Types of anxiety disorders

Occasional anxiety is a normal part of life. For example, you may feel anxious or worried about your job interview, before taking a test or before making an important decision. During times like these, feeling anxious can be perfectly normal. However for a person with anxiety disorder, it’s more than just a temporary fear or worry, they feel like that most of the time and these worries are intense, persistent and interfere with their normal lives.

Generalized Anxiety Disorder

Generalized anxiety disorder (GAD) affects over 3 percent of the U.S. population. People with GAD will typically worry excessively and chronically, meaning there will always be fear in the back of their minds for months and even years. Having this chronic worrying is mentally exhausting, which often means people with the disorder will feel fatigued and drained, have difficulty concentrating, experience muscle tension, or be unable to sleep well. Fortunately, it can be treated with medication like anti-anxiety meds or antidepressants, as well as cognitive behavioral therapy.

Panic Disorder

Panic disorder refers to a condition in which sudden, debilitating attacks of fear or panic impair a person’s daily life. During a panic attack, a person will experience intense physical symptoms including hyperventilation, increased pulse, dizziness or lightheadedness, tingling limbs, chest pain, or abdominal pain. Such physical symptoms can often be scary, since they share qualities with symptoms of heart attacks or strokes, and typically exacerbate the panic attack. Fortunately, like GAD, panic disorder can be treated with medication and psychotherapy.

Obsessive-Compulsive Disorder (OCD)

OCD may be one of the most poorly understood mental disorders out there: It’s easy to stereotype people with OCD as being excessively clean or orderly. In fact, many myths about OCD can be debunked by science.

There are two pillars of OCD: obsessions, which are thoughts or images that repeat in the person’s mind, and compulsions. The person will feel out of control and find the thoughts disturbing, and experience accompanying feelings of fear or worry. These obsessions can involve fears of contamination, unwanted sexual thoughts, religious fears of offending God or morality, or being worried they will harm someone they care about.
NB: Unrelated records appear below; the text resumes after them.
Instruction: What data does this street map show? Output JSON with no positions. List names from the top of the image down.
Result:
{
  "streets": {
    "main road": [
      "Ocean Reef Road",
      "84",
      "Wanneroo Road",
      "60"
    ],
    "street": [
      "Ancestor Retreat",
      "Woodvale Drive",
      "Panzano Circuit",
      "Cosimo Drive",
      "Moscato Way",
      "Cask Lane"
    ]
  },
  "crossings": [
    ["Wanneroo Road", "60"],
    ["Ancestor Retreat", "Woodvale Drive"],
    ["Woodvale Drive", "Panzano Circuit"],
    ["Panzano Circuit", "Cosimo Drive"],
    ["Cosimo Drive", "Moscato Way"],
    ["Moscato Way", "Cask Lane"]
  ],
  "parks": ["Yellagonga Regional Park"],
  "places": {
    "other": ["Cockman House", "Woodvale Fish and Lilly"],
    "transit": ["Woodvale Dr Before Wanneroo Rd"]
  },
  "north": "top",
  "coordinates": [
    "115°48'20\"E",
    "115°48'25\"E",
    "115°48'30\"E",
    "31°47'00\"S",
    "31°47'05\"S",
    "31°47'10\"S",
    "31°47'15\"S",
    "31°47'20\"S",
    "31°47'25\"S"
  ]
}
Compulsions involve the actions and “rituals” that follow the obsessive thought. Ritualistic steps often make the person feel like they have more control over their thought by allowing them to “cancel” it out. OCD can be complicated to treat, but there are cognitive behavioral therapies that help people face their fears and overcome their obsessions and compulsions, such as Exposure and Response Prevention.

Phobia

Surprisingly, phobias affect nearly 9 percent of the population, mainly women. Phobias involve the overwhelming fear of an object, organism, or situation that is objectively harmless. Phobias like the fear of open spaces, close spaces, snakes, and elevators, among others, can be damaging to a person’s daily life and relationships. Getting help can include being prescribed beta blockers, antidepressants, or sedatives as well as participating in cognitive behavioral therapy or desensitization or exposure therapy.

Social Anxiety Disorder

It’s one thing to be shy or an introvert, but in extreme cases, a person may suffer from a social anxiety disorder — the fear of being judged or scrutinized in social situations. This can prevent sufferers from socializing, going to work, or even leaving their homes. Conquering social anxiety disorder might involve exposure therapy to overcome the feelings of nervous “stage fright,” as well as anti-anxiety meds.

Separation anxiety

Separation anxiety is a normal stage of development. Children to sometimes feel worried or upset when faced with routine separations from their parents faced with routine separations. Though it’s natural for your young child to feel anxious when it can be unsettling. However understanding what your child is going through and using some coping strategies, separation anxiety can be relieved.

Babies will naturally get upset over being taken away from their parents some kids, however, experience separation anxiety that doesn’t go away, even with a parent’s best efforts.

Children with separation anxiety can be very clingy, a child may try to follow the parent to keep her or him in sight, Avoid to participate in new activities or going places without a parent, or require someone to be with them when they go to another room in their house.